» **WHAT IS EXPECTED**
Collect all lines from the listing that include the string "halo".

» **THE INPUT**
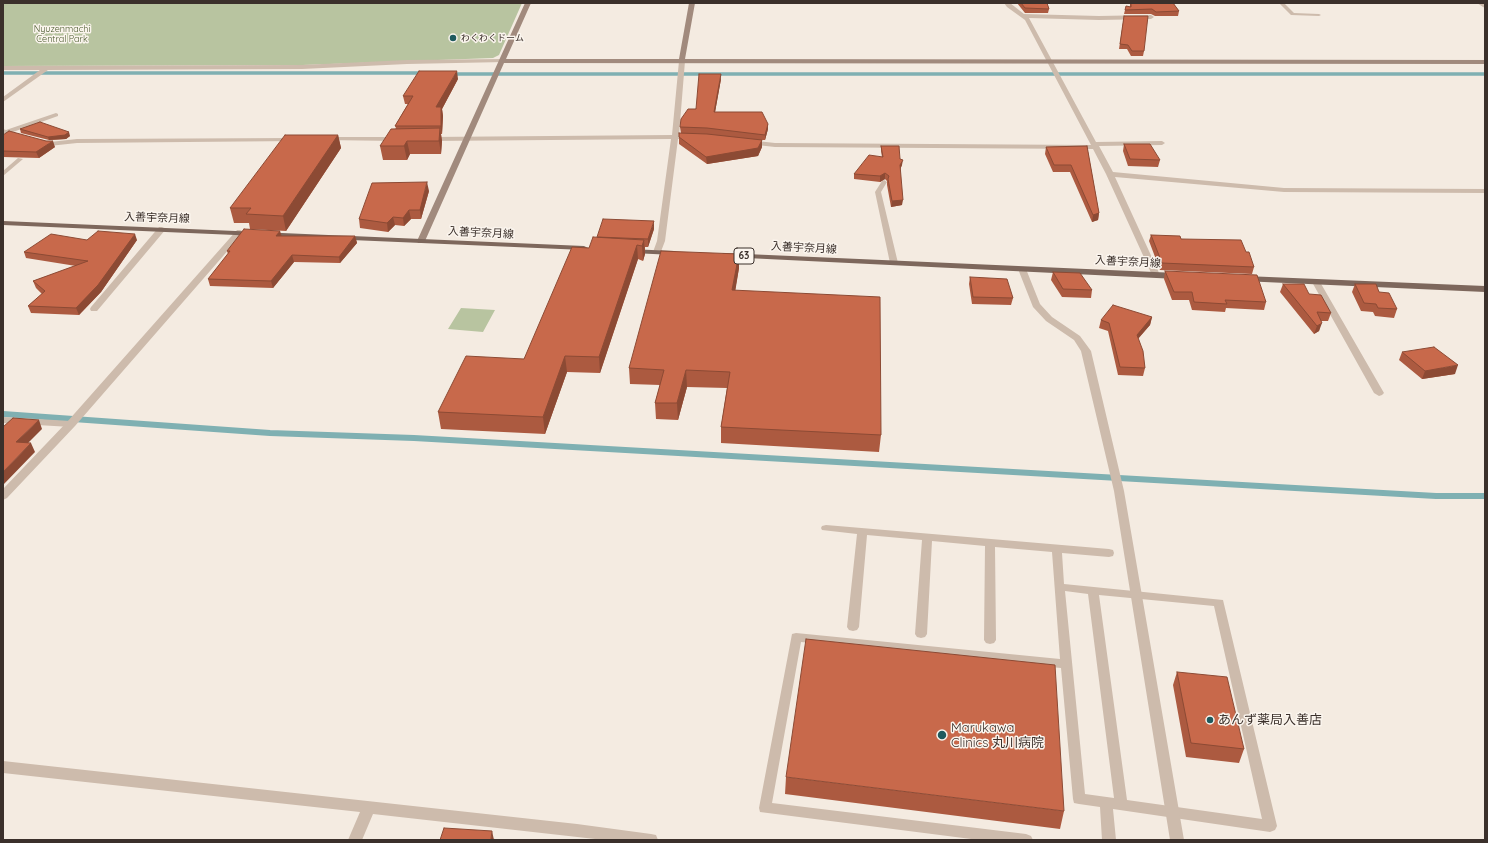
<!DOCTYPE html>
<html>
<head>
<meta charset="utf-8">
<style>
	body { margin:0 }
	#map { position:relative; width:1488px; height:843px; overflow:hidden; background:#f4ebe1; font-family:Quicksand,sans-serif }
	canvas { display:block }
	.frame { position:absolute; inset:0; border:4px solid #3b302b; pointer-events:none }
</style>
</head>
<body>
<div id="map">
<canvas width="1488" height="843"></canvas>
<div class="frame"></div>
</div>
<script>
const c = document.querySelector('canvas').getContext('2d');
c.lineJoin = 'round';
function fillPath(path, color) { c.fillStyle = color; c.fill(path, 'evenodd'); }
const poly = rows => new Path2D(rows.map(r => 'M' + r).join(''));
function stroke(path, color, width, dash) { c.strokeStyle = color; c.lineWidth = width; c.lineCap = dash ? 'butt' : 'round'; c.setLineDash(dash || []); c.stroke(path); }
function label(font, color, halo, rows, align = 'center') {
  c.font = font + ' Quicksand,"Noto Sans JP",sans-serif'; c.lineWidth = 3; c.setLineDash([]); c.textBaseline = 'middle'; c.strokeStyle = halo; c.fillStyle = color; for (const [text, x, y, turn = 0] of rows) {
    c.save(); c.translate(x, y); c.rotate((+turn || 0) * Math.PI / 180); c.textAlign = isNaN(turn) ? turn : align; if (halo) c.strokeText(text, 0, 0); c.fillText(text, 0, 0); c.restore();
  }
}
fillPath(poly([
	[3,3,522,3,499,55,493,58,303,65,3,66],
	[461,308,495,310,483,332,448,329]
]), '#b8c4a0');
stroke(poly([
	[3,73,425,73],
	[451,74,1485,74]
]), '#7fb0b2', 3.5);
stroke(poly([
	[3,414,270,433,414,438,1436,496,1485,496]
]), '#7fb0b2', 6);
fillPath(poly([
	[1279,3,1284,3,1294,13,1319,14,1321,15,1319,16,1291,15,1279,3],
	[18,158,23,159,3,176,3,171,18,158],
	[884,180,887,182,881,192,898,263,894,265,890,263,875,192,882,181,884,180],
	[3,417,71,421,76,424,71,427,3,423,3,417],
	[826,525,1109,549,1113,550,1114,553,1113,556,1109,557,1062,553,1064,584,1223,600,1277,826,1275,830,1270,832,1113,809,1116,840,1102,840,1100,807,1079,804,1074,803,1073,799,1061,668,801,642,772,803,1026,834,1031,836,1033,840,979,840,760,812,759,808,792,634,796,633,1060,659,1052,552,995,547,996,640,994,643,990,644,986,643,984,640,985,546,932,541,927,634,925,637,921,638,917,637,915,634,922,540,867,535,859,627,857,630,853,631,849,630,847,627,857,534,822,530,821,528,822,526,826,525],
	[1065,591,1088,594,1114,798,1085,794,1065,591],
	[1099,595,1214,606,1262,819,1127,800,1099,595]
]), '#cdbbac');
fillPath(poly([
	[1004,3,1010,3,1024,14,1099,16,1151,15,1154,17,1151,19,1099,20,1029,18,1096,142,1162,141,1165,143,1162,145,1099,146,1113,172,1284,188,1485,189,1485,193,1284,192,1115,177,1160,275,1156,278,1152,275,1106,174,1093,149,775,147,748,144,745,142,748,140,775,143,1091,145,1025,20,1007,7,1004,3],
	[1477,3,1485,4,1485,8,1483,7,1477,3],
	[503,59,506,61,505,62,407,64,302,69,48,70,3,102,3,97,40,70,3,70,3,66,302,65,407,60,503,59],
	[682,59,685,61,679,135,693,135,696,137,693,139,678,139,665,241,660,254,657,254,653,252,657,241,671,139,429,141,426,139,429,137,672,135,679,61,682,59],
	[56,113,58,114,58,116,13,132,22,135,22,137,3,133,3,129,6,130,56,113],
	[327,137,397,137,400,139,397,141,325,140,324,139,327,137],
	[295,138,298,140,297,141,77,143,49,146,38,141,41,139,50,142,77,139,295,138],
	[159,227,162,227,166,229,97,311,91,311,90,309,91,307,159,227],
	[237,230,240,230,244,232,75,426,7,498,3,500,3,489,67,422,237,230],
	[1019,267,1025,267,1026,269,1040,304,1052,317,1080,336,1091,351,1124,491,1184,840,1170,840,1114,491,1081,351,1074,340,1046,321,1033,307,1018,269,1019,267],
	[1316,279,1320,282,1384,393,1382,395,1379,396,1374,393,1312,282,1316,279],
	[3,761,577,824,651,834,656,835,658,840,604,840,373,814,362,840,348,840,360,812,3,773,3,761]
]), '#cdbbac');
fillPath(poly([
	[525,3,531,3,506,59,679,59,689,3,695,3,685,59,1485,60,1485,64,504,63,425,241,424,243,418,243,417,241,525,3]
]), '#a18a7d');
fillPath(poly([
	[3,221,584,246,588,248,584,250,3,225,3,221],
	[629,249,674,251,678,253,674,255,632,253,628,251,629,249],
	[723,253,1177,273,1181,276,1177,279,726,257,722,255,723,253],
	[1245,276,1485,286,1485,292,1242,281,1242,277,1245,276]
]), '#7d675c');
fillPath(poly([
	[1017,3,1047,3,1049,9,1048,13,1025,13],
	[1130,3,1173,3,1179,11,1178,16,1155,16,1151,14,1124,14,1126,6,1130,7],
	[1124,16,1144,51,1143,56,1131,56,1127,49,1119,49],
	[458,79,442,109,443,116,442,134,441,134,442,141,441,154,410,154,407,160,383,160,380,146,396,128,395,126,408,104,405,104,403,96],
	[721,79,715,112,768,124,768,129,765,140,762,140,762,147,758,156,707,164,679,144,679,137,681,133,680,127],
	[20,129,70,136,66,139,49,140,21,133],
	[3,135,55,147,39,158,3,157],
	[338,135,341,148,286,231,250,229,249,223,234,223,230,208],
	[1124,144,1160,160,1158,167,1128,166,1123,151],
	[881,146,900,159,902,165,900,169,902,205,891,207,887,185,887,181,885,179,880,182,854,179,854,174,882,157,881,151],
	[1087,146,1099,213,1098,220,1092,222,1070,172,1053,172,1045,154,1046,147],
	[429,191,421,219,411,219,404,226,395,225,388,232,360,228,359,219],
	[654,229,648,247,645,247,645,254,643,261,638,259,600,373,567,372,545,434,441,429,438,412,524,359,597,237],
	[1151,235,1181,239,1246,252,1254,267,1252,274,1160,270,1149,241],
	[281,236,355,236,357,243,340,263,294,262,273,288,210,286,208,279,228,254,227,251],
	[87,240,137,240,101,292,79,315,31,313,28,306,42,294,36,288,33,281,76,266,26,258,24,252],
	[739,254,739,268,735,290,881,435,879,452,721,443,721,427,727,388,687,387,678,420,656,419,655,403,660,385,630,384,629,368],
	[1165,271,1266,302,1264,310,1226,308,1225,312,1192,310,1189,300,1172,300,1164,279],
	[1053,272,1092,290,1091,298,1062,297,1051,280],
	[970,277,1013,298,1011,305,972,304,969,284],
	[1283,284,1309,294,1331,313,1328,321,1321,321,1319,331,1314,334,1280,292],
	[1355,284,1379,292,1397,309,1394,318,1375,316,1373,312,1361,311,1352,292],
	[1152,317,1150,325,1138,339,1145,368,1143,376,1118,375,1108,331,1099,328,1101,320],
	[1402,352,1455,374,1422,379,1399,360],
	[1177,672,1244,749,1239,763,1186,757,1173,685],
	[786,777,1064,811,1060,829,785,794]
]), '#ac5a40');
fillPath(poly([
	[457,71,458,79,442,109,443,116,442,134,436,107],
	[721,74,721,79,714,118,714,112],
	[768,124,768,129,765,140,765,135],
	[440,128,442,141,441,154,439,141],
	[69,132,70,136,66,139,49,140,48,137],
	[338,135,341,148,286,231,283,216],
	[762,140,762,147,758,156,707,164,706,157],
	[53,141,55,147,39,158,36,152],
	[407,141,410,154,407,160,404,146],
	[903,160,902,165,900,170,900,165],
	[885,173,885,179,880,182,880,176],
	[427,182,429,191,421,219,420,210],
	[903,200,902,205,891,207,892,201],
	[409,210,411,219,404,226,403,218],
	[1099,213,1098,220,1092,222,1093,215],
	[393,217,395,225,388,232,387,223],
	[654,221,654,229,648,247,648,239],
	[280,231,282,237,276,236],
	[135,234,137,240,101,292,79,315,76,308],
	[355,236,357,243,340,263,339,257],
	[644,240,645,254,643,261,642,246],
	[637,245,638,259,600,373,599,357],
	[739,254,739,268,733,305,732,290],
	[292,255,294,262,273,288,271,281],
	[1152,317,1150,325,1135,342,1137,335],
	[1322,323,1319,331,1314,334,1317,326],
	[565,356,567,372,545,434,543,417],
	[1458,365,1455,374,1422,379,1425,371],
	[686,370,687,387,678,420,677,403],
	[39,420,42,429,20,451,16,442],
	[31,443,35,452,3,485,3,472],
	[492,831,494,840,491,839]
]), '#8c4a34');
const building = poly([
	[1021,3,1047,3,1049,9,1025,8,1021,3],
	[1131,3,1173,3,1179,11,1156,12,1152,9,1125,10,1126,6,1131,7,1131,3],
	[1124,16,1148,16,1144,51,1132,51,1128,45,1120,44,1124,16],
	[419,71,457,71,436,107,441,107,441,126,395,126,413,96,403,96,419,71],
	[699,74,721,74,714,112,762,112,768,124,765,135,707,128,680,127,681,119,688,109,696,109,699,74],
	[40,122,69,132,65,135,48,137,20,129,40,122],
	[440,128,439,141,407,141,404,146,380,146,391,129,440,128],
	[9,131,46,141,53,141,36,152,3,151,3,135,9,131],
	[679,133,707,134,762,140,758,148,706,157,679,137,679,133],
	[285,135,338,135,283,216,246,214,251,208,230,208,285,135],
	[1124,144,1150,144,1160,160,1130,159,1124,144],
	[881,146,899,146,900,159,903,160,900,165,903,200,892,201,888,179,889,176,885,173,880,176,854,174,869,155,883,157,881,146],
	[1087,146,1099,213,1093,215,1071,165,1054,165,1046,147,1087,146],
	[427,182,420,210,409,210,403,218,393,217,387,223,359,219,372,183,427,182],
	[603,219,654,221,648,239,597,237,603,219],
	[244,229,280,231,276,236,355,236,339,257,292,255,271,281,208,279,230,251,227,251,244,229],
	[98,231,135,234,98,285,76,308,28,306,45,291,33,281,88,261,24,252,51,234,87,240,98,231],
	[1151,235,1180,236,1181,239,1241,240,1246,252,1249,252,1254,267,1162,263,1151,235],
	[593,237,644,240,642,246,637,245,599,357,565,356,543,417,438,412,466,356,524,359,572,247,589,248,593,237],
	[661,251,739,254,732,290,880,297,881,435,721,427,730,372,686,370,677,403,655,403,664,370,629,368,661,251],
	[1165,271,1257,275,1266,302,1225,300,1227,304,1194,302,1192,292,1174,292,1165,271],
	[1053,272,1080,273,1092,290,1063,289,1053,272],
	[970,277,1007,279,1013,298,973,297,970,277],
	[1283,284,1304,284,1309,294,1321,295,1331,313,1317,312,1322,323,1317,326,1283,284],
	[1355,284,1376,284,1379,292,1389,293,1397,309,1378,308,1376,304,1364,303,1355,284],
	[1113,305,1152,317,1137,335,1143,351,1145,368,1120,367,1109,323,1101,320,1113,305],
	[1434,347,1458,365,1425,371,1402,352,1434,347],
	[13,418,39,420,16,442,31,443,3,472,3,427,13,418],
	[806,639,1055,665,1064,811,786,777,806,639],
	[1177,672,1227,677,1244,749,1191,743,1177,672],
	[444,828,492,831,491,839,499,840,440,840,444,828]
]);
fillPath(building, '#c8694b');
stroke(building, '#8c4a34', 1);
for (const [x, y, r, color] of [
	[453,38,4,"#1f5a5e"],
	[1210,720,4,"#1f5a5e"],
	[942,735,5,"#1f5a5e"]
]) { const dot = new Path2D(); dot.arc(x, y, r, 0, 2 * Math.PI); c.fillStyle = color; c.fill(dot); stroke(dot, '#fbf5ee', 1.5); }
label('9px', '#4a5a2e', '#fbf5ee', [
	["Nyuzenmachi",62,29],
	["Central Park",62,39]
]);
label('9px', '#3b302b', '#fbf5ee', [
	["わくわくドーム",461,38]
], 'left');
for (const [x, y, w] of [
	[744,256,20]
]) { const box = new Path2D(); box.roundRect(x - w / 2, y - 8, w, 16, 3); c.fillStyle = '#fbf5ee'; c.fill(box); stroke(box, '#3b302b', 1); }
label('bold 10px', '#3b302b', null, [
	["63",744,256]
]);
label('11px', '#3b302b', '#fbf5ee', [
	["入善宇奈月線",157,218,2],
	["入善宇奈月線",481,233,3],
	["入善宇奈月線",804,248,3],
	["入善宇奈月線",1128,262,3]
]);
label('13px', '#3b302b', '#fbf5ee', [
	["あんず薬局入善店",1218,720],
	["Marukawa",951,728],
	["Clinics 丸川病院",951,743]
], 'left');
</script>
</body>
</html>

==

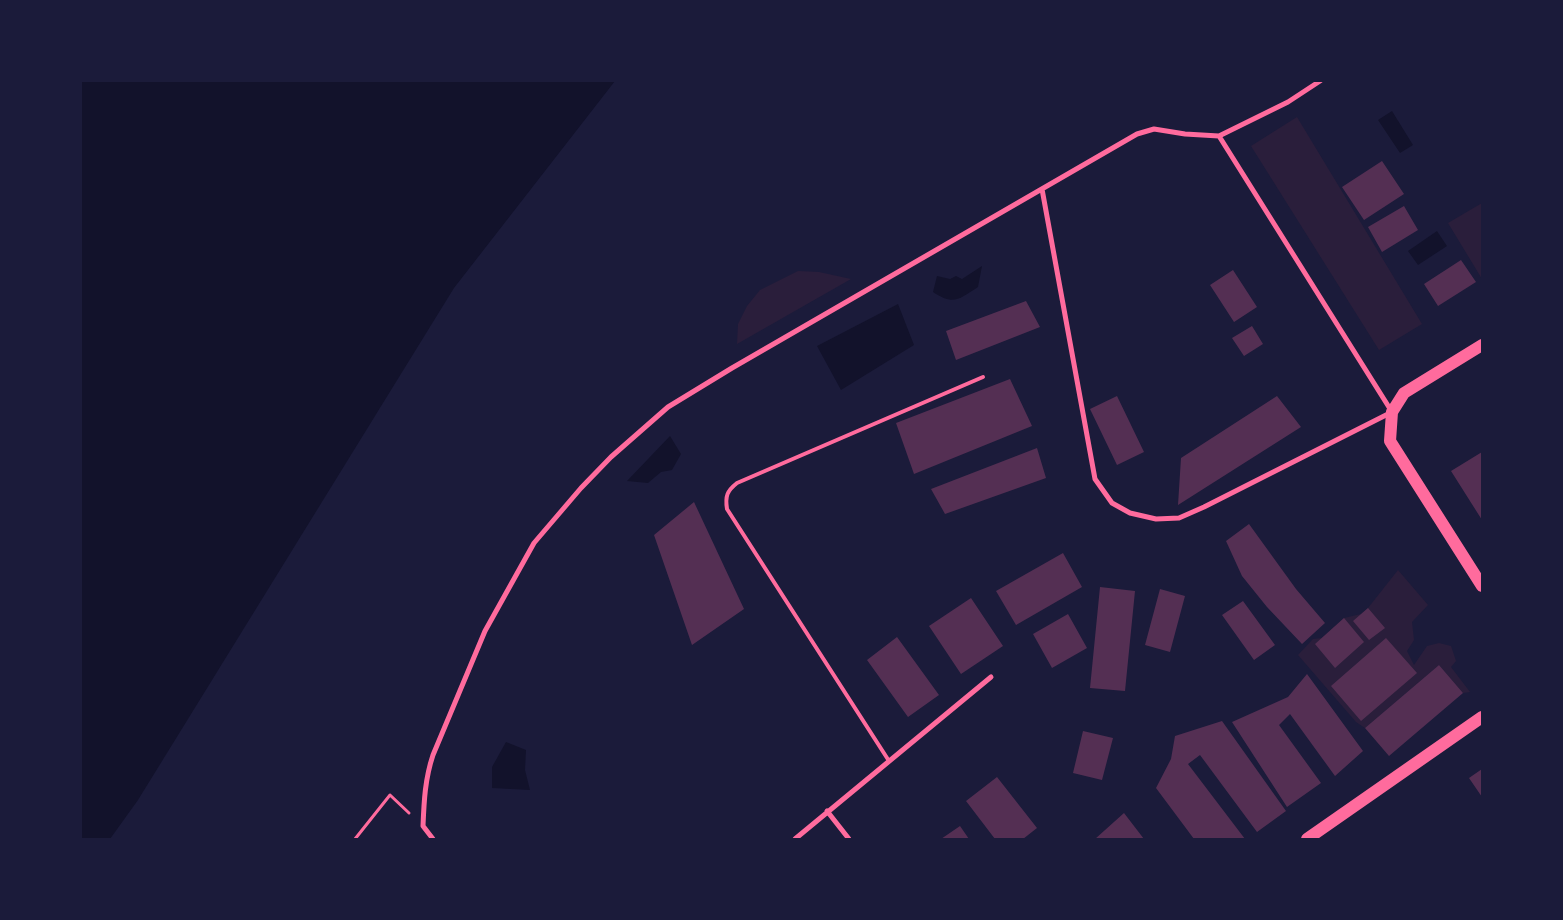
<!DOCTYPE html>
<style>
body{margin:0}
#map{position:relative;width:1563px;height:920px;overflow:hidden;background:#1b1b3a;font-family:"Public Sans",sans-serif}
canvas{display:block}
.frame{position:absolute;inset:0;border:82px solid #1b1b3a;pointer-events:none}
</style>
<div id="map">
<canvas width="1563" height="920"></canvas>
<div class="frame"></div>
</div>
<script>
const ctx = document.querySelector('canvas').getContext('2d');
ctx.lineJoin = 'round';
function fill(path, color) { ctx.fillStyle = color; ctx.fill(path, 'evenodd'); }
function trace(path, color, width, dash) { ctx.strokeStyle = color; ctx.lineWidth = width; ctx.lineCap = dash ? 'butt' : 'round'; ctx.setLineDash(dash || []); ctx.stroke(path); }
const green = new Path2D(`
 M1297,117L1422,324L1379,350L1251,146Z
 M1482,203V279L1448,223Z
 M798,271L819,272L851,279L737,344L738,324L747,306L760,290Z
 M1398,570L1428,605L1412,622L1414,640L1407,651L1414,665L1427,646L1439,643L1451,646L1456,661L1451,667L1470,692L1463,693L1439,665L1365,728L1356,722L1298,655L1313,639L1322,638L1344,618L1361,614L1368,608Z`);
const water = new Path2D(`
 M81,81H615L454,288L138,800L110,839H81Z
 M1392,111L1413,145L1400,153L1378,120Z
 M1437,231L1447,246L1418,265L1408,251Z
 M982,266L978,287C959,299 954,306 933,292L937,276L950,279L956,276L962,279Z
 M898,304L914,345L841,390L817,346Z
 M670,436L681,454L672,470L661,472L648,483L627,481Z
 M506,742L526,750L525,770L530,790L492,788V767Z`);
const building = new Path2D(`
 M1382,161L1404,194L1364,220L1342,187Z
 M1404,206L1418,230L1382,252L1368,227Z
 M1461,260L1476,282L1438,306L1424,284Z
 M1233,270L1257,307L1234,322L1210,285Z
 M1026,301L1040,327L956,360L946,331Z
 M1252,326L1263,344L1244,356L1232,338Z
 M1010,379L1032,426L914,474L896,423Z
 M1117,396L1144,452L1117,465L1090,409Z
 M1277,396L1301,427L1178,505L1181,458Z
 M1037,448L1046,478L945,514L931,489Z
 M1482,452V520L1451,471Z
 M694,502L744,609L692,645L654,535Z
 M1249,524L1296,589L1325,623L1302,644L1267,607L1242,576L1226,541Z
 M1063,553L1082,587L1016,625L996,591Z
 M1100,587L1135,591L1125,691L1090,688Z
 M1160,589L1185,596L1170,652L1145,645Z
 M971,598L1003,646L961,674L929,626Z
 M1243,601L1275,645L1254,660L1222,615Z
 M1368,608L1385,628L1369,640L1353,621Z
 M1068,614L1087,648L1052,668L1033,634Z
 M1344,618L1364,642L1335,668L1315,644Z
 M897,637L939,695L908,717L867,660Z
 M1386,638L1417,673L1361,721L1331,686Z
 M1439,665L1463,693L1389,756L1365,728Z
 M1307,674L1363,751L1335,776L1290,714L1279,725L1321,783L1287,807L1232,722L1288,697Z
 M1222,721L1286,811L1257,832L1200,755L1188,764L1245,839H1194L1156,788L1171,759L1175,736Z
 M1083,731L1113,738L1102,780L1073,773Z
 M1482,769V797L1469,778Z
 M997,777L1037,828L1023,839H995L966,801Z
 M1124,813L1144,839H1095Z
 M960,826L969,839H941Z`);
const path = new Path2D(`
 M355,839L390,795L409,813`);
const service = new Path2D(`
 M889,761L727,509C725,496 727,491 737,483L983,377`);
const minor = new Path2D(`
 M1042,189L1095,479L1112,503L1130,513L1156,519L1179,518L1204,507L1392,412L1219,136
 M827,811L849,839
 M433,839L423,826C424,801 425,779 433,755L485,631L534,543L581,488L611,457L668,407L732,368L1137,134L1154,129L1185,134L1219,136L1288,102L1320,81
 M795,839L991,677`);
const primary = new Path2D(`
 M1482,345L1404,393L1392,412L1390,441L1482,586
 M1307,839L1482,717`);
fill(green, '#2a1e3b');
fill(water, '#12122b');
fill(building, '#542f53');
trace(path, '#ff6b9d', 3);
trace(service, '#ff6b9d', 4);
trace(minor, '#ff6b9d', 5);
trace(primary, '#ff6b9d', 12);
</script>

» **SOLUTION FOR THIS EXERCISE**
function label(font, color, halo, rows, align = 'center') {
  c.font = font + ' Quicksand,"Noto Sans JP",sans-serif'; c.lineWidth = 3; c.setLineDash([]); c.textBaseline = 'middle'; c.strokeStyle = halo; c.fillStyle = color; for (const [text, x, y, turn = 0] of rows) {
    c.save(); c.translate(x, y); c.rotate((+turn || 0) * Math.PI / 180); c.textAlign = isNaN(turn) ? turn : align; if (halo) c.strokeText(text, 0, 0); c.fillText(text, 0, 0); c.restore();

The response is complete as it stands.